Le sujet de la mode raisonnée piétine-t-il ? A échelle mondiale, mais particulièrement à échelle française, où en est-on en matière de consommation durable et éthique ? La conférence consacrée au sujet le 22 octobre dernier par le Gemode, groupe de recherches de La Sorbonne, a permis de poser les constats et d’essayer de comprendre où se situent aujourd’hui les freins à un véritable développement de la mode éthique.

La marque responsable L'Herbe Rouge était représentée par Arielle Lévi pour présenter son modèle durable lors de la conférence Gemode.


Enseignante, consultante et créatrice du Business Fashion Forum qui animait la conférence, Annick Jehanne a elle vu des éléments positifs et encourageants, côté consommateurs et côté distributeurs. « La démarche doit venir du client pour que les acteurs de l’industrie se saisissent réellement du sujet. Des actualités comme le drame du Rana Plaza au Bangladesh sensibilisent le public. C’est assez nouveau, mais des consommateurs commencent à poser des questions sur la fabrication des produits » affirme-t-elle, d’après les retours des distributeurs qu’elle conseille. « Aux Etats-Unis, on a même donné un nom à ce nouveau profil de client sensibilisés : les Lohas », ajoute Annick Jehanne.

Avec quel impact sur les pratiques de l’ensemble du secteur, en dehors de la niche « green » ? « Il commence à y avoir parmi les distributeurs des démarches de retour partiel à un sourcing de proximité, soit méditerranéen, déjà plus raisonné que le sourcing asiatique », affirme-t-elle. Autre parti-pris intéressant selon elle : la reprise de contrôle de la fabrication. « Avoir ses propres usines, c’est pouvoir contrôler clairement ce qui s’y passe et dicter ses propres règles, sans l’opacité lié aux intermédiaires qui n’appliquent pas nécessairement les consignes environnementales et sociales ».

Mais la discussion initiée par le Gemode a surtout mis à jour l’obstacle majeur aux changements de comportements : le prix. L’on apprenait notamment par un acteur du secteur que la demande sur les tissus « eco-friendly » est en baisse, car jugés trop coûteux.

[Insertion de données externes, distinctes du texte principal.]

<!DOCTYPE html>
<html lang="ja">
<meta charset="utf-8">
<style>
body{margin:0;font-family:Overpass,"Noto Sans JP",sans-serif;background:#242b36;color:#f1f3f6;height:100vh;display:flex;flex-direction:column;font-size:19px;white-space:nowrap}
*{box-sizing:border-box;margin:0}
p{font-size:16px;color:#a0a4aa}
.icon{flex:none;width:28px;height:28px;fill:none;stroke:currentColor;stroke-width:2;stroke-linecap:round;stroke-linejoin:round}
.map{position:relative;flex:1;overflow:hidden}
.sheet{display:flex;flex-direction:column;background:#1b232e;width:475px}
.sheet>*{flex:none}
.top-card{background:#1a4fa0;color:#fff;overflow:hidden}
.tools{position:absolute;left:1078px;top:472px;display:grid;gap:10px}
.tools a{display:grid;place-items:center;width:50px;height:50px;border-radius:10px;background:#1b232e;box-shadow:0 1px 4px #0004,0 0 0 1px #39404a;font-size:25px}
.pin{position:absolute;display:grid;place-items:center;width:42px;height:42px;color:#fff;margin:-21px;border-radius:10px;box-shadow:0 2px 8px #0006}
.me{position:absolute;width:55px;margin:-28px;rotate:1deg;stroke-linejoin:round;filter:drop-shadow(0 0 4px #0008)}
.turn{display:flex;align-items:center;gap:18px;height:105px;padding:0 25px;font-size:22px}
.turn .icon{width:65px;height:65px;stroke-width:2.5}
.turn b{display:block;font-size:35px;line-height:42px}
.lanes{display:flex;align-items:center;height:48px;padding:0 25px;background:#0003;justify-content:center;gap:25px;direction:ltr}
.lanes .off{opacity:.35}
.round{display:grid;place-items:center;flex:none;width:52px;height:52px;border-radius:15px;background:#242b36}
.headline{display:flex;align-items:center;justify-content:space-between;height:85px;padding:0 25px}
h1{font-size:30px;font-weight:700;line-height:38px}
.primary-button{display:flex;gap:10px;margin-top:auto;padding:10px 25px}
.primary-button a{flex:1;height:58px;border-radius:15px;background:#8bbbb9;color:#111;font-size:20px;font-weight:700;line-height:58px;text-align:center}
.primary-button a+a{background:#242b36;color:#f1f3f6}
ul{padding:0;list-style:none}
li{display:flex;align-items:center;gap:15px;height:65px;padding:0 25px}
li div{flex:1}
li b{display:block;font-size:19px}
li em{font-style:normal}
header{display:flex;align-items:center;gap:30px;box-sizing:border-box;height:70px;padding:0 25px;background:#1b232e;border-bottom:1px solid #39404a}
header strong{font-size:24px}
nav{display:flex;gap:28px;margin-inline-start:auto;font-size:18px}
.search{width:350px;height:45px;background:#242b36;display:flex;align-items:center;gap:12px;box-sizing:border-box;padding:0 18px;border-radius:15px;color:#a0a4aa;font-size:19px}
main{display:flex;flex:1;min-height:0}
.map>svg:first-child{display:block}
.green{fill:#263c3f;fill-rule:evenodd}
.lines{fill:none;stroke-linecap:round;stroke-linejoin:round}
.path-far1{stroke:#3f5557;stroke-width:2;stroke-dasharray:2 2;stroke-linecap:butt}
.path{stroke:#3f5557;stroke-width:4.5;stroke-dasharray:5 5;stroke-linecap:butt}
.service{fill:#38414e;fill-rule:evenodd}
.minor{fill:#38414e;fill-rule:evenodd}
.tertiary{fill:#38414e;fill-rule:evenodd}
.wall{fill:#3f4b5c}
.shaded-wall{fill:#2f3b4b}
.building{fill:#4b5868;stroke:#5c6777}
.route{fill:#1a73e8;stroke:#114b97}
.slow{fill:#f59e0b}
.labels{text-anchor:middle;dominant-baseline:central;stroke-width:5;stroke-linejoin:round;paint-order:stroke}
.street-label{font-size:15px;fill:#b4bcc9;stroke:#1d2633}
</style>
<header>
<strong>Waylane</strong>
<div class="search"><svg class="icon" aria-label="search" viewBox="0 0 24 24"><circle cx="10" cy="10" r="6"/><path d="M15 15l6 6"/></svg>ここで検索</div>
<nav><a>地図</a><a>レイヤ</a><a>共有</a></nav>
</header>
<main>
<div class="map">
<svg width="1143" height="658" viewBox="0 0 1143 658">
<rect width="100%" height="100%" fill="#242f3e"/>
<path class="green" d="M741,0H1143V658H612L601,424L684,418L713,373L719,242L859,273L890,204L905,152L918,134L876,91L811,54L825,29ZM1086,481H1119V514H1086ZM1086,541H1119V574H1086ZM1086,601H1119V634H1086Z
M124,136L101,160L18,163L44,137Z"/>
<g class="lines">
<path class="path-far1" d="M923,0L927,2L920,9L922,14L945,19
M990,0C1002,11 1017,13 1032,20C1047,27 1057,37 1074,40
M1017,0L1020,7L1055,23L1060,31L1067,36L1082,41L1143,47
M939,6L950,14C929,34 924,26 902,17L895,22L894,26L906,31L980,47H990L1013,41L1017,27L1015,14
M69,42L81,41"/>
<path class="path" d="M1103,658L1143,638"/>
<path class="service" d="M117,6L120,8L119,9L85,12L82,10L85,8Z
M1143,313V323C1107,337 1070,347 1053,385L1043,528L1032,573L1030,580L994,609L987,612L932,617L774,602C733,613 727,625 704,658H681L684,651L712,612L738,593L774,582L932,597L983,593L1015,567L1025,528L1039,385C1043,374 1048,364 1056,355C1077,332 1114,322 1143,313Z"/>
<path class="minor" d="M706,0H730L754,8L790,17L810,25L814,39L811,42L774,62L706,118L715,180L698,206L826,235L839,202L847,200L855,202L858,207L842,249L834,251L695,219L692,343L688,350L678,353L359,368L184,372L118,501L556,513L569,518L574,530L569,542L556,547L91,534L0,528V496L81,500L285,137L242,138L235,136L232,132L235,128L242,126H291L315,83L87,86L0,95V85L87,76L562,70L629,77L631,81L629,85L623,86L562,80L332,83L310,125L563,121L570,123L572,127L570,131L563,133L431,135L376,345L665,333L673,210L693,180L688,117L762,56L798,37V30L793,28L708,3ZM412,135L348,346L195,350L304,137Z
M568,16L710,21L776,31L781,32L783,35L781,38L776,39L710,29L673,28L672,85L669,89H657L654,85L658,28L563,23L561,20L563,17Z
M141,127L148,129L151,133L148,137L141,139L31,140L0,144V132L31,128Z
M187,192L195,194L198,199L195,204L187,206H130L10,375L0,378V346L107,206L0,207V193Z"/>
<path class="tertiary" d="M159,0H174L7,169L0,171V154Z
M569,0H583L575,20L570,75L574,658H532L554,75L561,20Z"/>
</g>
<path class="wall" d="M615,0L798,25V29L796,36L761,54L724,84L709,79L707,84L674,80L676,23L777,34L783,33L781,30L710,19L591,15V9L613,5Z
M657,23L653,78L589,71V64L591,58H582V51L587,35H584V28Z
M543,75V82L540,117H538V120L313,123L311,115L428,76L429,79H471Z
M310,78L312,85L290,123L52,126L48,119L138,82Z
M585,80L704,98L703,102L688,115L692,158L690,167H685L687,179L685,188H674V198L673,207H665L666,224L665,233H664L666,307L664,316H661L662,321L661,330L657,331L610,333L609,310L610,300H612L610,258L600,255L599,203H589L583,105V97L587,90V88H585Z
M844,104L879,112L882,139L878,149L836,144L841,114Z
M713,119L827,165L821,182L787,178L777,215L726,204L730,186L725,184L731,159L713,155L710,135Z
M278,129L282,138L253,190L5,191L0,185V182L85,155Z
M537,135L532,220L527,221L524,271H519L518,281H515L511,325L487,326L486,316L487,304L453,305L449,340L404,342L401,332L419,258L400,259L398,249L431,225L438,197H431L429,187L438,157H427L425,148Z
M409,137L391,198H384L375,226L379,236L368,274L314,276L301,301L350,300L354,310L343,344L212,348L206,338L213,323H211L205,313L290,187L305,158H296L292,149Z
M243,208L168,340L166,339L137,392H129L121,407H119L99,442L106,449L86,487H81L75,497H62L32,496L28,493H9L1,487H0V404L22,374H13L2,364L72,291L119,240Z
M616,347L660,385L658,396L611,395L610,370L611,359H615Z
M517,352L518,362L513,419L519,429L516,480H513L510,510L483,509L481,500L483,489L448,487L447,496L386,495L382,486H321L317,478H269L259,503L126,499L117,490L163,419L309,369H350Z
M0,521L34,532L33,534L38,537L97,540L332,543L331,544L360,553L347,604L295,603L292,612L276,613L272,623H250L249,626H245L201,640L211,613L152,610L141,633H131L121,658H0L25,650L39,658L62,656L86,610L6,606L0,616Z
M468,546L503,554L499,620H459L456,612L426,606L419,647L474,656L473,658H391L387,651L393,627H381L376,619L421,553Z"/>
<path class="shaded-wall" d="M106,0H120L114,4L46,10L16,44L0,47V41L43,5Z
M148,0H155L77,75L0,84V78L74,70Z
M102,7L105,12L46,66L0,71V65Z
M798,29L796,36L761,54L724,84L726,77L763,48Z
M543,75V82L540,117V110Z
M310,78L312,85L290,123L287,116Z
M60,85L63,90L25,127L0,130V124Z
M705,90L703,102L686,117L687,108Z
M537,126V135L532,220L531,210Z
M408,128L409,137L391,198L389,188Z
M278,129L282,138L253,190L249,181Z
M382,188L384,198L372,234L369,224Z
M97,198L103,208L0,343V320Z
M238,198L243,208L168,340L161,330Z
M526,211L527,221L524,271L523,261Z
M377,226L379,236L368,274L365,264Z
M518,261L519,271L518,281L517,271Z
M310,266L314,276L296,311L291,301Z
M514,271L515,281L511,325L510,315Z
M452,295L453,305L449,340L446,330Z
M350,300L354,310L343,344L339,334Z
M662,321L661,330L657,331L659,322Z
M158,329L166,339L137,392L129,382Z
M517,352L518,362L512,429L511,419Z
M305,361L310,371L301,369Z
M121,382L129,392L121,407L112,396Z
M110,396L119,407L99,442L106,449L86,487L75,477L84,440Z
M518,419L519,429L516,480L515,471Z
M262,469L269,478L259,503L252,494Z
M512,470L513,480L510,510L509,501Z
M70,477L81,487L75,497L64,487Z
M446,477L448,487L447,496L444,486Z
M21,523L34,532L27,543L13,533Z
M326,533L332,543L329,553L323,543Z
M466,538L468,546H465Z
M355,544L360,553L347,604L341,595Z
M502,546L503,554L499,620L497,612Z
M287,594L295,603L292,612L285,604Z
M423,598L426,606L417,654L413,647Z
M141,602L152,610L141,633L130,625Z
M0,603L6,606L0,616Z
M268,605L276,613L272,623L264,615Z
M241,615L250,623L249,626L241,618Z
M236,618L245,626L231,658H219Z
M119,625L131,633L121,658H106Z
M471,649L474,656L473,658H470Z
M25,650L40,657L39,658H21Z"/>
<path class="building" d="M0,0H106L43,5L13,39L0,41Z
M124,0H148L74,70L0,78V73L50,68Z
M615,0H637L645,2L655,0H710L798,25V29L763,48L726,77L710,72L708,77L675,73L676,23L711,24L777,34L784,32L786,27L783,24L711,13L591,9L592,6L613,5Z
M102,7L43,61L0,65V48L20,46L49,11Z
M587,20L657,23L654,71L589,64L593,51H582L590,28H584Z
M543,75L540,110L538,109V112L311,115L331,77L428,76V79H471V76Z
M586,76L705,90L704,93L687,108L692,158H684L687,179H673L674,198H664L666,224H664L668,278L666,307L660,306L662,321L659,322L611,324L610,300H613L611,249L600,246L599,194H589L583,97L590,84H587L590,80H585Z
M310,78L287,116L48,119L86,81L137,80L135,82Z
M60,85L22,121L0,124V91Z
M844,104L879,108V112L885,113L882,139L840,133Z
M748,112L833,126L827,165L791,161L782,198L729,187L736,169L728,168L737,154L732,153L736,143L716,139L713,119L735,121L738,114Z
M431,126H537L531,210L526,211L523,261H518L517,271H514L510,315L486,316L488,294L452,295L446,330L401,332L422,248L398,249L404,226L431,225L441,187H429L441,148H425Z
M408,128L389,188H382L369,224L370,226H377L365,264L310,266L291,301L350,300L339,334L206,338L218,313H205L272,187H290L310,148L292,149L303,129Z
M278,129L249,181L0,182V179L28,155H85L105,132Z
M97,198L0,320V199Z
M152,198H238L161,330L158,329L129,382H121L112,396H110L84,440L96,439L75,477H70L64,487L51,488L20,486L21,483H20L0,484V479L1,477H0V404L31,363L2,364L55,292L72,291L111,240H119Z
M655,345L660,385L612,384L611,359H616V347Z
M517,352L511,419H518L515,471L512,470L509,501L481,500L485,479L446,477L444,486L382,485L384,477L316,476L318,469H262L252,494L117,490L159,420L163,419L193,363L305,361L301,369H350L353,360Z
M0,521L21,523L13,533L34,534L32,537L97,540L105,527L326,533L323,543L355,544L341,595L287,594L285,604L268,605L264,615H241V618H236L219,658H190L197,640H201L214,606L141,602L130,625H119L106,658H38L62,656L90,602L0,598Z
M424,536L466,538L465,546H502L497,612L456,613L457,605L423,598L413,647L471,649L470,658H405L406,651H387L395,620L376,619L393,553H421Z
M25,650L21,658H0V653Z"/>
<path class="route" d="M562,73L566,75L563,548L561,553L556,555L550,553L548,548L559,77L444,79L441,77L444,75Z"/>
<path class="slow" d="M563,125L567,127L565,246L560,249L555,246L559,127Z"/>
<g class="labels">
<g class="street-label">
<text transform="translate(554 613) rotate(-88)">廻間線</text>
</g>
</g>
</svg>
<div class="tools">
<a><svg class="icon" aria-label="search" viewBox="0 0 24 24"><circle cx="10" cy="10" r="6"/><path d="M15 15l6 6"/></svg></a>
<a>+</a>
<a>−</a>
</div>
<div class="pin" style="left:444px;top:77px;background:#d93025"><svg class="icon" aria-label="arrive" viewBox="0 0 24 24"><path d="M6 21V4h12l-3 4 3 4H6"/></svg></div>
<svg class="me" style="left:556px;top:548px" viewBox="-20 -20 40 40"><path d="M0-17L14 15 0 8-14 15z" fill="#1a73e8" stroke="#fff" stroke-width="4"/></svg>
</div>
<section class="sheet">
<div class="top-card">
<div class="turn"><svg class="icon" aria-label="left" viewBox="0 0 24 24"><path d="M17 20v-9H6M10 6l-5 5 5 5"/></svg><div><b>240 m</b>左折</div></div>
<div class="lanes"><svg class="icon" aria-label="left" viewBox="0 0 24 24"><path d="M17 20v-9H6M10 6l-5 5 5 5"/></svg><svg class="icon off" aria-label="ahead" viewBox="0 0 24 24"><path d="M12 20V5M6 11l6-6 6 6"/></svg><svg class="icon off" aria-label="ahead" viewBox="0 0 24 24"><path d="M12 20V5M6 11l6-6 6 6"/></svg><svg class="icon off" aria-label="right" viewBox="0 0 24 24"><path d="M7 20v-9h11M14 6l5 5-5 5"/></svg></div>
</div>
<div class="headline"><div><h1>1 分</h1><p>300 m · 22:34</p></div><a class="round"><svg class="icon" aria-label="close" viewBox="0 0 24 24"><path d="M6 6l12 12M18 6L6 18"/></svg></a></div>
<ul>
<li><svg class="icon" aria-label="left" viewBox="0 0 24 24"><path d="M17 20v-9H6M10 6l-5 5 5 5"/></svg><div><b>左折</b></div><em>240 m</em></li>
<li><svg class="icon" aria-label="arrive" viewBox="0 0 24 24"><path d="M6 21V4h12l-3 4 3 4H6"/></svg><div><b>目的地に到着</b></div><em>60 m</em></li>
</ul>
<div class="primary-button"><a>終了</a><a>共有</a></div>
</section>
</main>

Un autre témoignage, côté marque cette fois, interrogeait la viabilité des démarches durables au moment où l’on « doit produire pour toujours moins cher ». « Les coefficients ont été adaptés aux nouveaux modes de consommation : c’est-à-dire le règne de la promotion permanente. On se base sur le prix soldé, car c’est le prix auquel le consommateur veut aujourd’hui payer son vêtement. Malgré toute la bonne volonté du monde, pour les distributeurs de mode, le prix compte avant tout dans ce contexte», ajoutait ce professionnel.

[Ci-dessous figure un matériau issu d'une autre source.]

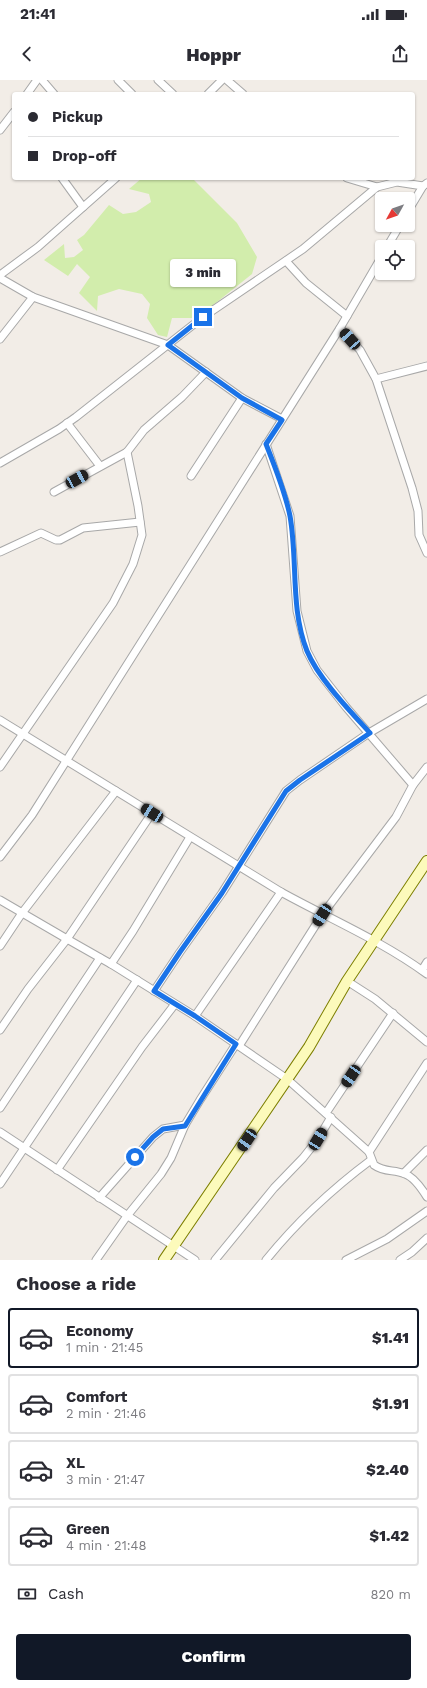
<!DOCTYPE html>
<meta charset="utf-8">
<style>
:root{--surface:#fff;--page:#f7f7f7;--text:#2b2b33;--muted:#7c7c81;--line:#e1e1e2;--accent:#111827}
body{margin:0;font-family:"Work Sans",sans-serif;background:var(--page);color:var(--text);height:100vh;display:flex;flex-direction:column;font-size:15px;white-space:nowrap}
*{box-sizing:border-box;margin:0}
p{font-size:13px;color:var(--muted)}
.icon{flex:none;width:22px;height:22px;fill:none;stroke:currentColor;stroke-width:2;stroke-linecap:round;stroke-linejoin:round}
.map{position:relative;height:1180px;overflow:hidden}
.panel{display:flex;flex-direction:column;background:var(--surface);flex:1}
.panel>*{flex:none}
.hud{position:absolute;left:12px;top:12px;width:403px;height:88px;border-radius:4px;box-shadow:0 1px 3px #0004;display:grid;align-content:center;height:88px;padding:0 16px;background:var(--surface)}
.needle{width:26px;rotate:230deg}
.buttons{position:absolute;left:375px;top:112px;display:grid;gap:8px}
.buttons a{display:grid;place-items:center;width:40px;height:40px;border-radius:4px;background:var(--surface);box-shadow:0 1px 3px #0004;font-size:20px}
.end{position:absolute;width:18px;height:18px;margin:-9px;border:5px solid #1a73e8;background:#fff;box-shadow:0 0 0 2px #fff}
.from{border-radius:50%}
.bubble{position:absolute;height:28px;border-radius:4px;background:var(--surface);box-shadow:0 1px 3px #0004;font-size:13px;font-weight:800;line-height:28px;text-align:center}
.car{position:absolute;width:12px;height:24px;margin:-12px -6px;border-radius:5px;box-shadow:0 0 3px 1px #0007;background:linear-gradient(#222 24%,#8ab4d8 0 40%,#222 0 76%,#8ab4d8 0 86%,#222 0)}
.hud b{display:flex;align-items:center;gap:14px;height:38px;font-size:15px}
.hud b+b{border-top:1px solid var(--line)}
.hud i{width:10px;height:10px;background:var(--text)}
ul{padding:0;list-style:none}
li{display:flex;align-items:center;gap:12px;height:60px;margin:0 8px 6px;padding:0 8px;border:2px solid var(--line);border-radius:4px}
li div{flex:1}
li b{display:block;font-size:15px}
li em{font-style:normal;font-weight:800}
li.selected{border-color:var(--accent)}
li>.icon{width:36px;height:36px;stroke-width:1.5}
h2{padding:0 16px;font-size:18px;line-height:48px}
.pay{display:flex;align-items:center;gap:10px;height:44px;padding:0 16px;font-size:15px}
.pay p{margin-inline-start:auto}
.primary-button{display:flex;gap:8px;margin-top:auto;padding:8px 16px}
.primary-button a{flex:1;height:46px;border-radius:4px;background:var(--accent);color:#fff;font-size:16px;font-weight:800;line-height:46px;text-align:center}
.status{display:flex;justify-content:space-between;align-items:center;height:28px;padding:0 20px;background:var(--surface);direction:ltr}
.status svg{height:11px;fill:currentColor}
header{display:flex;justify-content:space-between;align-items:center;height:52px;padding:0 16px;background:var(--surface);font-size:18px;font-weight:800}
.map>svg:first-child{display:block}
</style>
<div class="status"><b>21:41</b><svg viewBox="0 0 49 12"><path d="M0 12V9h3v3zM5 12V6h3v6zM10 12V3h3v9zM15 12V0h3v12zM26 1h20v11H26zM47 4h2v5h-2z"/></svg></div>
<header><svg class="icon" aria-label="back" viewBox="0 0 24 24"><path d="M15 5l-7 7 7 7"/></svg>Hoppr<svg class="icon" aria-label="share" viewBox="0 0 24 24"><path d="M12 15V3M7 8l5-5 5 5M5 13v7h14v-7"/></svg></header>
<div class="map">
<svg width="427" height="1180" viewBox="0 0 427 1180">
<rect width="100%" height="100%" fill="#f2ede7"/>
<path fill="#d2edac" d="M142,98H192L237,143L257,177L252,194L197,238H172L167,257L158,255L147,238L150,224L142,214L119,209L98,216L97,231L79,213L90,197L77,184L68,196L44,180L64,164L65,178L74,177L83,170L77,160L84,155L109,125L123,134L136,132L151,122L149,114L129,109Z"/>
<g fill="none" stroke-linecap="round" stroke-linejoin="round">
<g stroke="#a8a8a8" stroke-width="9">
<g id="street">
<path d="M42,0L54,14"/>
<path d="M118,0L132,14"/>
<path d="M158,0L173,14"/>
<path d="M227,0L243,14"/>
<path d="M27,14L37,0"/>
<path d="M208,14L222,0"/>
<path d="M0,50L14,32"/>
<path d="M62,98L83,127"/>
<path d="M347,98L377,107"/>
<path d="M408,131L423,106L427,103"/>
<path d="M387,167L400,145"/>
<path d="M286,181L306,203L347,236"/>
<path d="M0,195L38,167L116,98"/>
<path d="M0,198L33,217L168,265L242,318L282,339"/>
<path d="M340,248L360,270L376,299L412,408L418,431L419,455L427,473"/>
<path d="M0,259L33,217"/>
<path d="M376,299L427,286"/>
<path d="M67,343L100,386"/>
<path d="M266,364L290,436L297,531L307,571L317,590L346,627L413,705"/>
<path d="M0,383L59,349L76,337L203,237L303,169L377,107L397,102L423,106"/>
<path d="M191,396L242,318"/>
<path d="M54,412L127,372L144,350L182,317L206,292"/>
<path d="M0,472L41,453L56,460H60L83,448L140,442"/>
<path d="M0,640L281,812C330,839 382,861 427,894"/>
<path d="M0,687L113,523L133,484L142,455L138,426L127,372"/>
<path d="M0,777L32,735L340,248L382,176"/>
<path d="M0,820L67,859L152,733"/>
<path d="M0,866L22,833L116,711"/>
<path d="M111,884L133,851L190,757"/>
<path d="M422,890L427,882"/>
<path d="M347,901L375,919L427,962"/>
<path d="M154,911L180,872L222,813L286,711L300,700L369,653L427,619"/>
<path d="M195,936L281,812"/>
<path d="M0,950L28,909L67,859L111,884L195,936L287,999L369,1072L374,1085C385,1093 394,1089 405,1094C414,1097 422,1109 427,1117"/>
<path d="M239,966L322,835L396,737L413,705L427,687"/>
<path d="M0,1028L100,878"/>
<path d="M326,1033L393,933"/>
<path d="M0,1052L195,1180"/>
<path d="M369,1072L427,983"/>
<path d="M57,1090L142,967L175,924"/>
<path d="M404,1093L427,1070"/>
<path d="M0,1104L137,900"/>
<path d="M99,1118L153,1057L163,1049L185,1045"/>
<path d="M96,1180L127,1136L161,1094L171,1078L185,1045L200,1020L236,964"/>
<path d="M215,1180L274,1108L303,1078L318,1059L331,1037"/>
<path d="M266,1180C296,1143 332,1109 371,1080"/>
<path d="M346,1180L387,1159L427,1131"/>
<path d="M400,1180L412,1172L427,1158"/>
</g>
</g>
<g stroke="#7d7f01" stroke-width="12">
<path id="secondary" d="M164,1180L309,967L347,901L427,781"/>
</g>
<use href="#street" stroke="#fff" stroke-width="7"/>
<use href="#secondary" stroke="#fcfabb" stroke-width="10"/>
</g>
<g fill="none" stroke-linecap="round" stroke-linejoin="round">
<path stroke="#1a73e8" stroke-width="5" d="M135,1077L153,1057L163,1049L185,1046L236,964L195,936L154,911L180,872L222,813L286,711L300,700L370,653C350,631 318,598 307,571C290,528 298,481 290,436C285,411 275,387 266,364L282,340L242,318L168,265L203,237"/>
</g>
</svg>
<div class="buttons">
<a><svg class="needle" viewBox="-14 -14 28 28"><path d="M0-13l5 13h-10z" fill="#e53935"/><path d="M0 13l5-13h-10z" fill="#7c7c81"/></svg></a>
<a><svg class="icon" aria-label="locate" viewBox="0 0 24 24"><circle cx="12" cy="12" r="6"/><path d="M12 2v4M12 18v4M2 12h4M18 12h4"/></svg></a>
</div>
<i class="end from" style="left:135px;top:1077px"></i>
<i class="end" style="left:203px;top:237px"></i>
<div class="bubble" style="left:170px;top:179px;width:66px">3 min</div>
<i class="car" style="left:350px;top:259px;rotate:318deg"></i>
<i class="car" style="left:77px;top:399px;rotate:61deg"></i>
<i class="car" style="left:152px;top:733px;rotate:302deg"></i>
<i class="car" style="left:322px;top:835px;rotate:213deg"></i>
<i class="car" style="left:351px;top:996px;rotate:214deg"></i>
<i class="car" style="left:318px;top:1059px;rotate:31deg"></i>
<i class="car" style="left:247px;top:1060px;rotate:214deg"></i>
<div class="hud">
<b><i class="from"></i>Pickup</b>
<b><i></i>Drop-off</b>
</div>
</div>
<section class="panel">
<h2>Choose a ride</h2>
<ul>
<li class="selected"><svg class="icon" aria-label="car" viewBox="0 0 24 24"><path d="M5 17H2v-5l4-1 3-4h7l3 4 3 1v5h-3M9 17h6M6 11h13"/><circle cx="7" cy="17" r="2"/><circle cx="17" cy="17" r="2"/></svg><div><b>Economy</b><p>1 min · 21:45</p></div><em>$1.41</em></li>
<li><svg class="icon" aria-label="car" viewBox="0 0 24 24"><path d="M5 17H2v-5l4-1 3-4h7l3 4 3 1v5h-3M9 17h6M6 11h13"/><circle cx="7" cy="17" r="2"/><circle cx="17" cy="17" r="2"/></svg><div><b>Comfort</b><p>2 min · 21:46</p></div><em>$1.91</em></li>
<li><svg class="icon" aria-label="car" viewBox="0 0 24 24"><path d="M5 17H2v-5l4-1 3-4h7l3 4 3 1v5h-3M9 17h6M6 11h13"/><circle cx="7" cy="17" r="2"/><circle cx="17" cy="17" r="2"/></svg><div><b>XL</b><p>3 min · 21:47</p></div><em>$2.40</em></li>
<li><svg class="icon" aria-label="car" viewBox="0 0 24 24"><path d="M5 17H2v-5l4-1 3-4h7l3 4 3 1v5h-3M9 17h6M6 11h13"/><circle cx="7" cy="17" r="2"/><circle cx="17" cy="17" r="2"/></svg><div><b>Green</b><p>4 min · 21:48</p></div><em>$1.42</em></li>
</ul>
<div class="pay"><svg class="icon" aria-label="cash" viewBox="0 0 24 24"><path d="M3 7h18v10H3z"/><circle cx="12" cy="12" r="2"/></svg>Cash<p>820 m</p></div>
<div class="primary-button"><a>Confirm</a></div>
</section>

Confronté à une consommation de crise, l’idéal durable paraît difficile à étendre à l’ensemble de la filière. La véritable émergence d’une « slow fashion » se fait attendre sur le marché français et attend toujours que le critère éthique vienne concurrencer le critère « prix » dans les têtes des consommateurs. Et Annick Jehanne de rappeler le rôle de la sensibilisation, pas encore assez forte à ses yeux en France, pour passer le stade du "déni".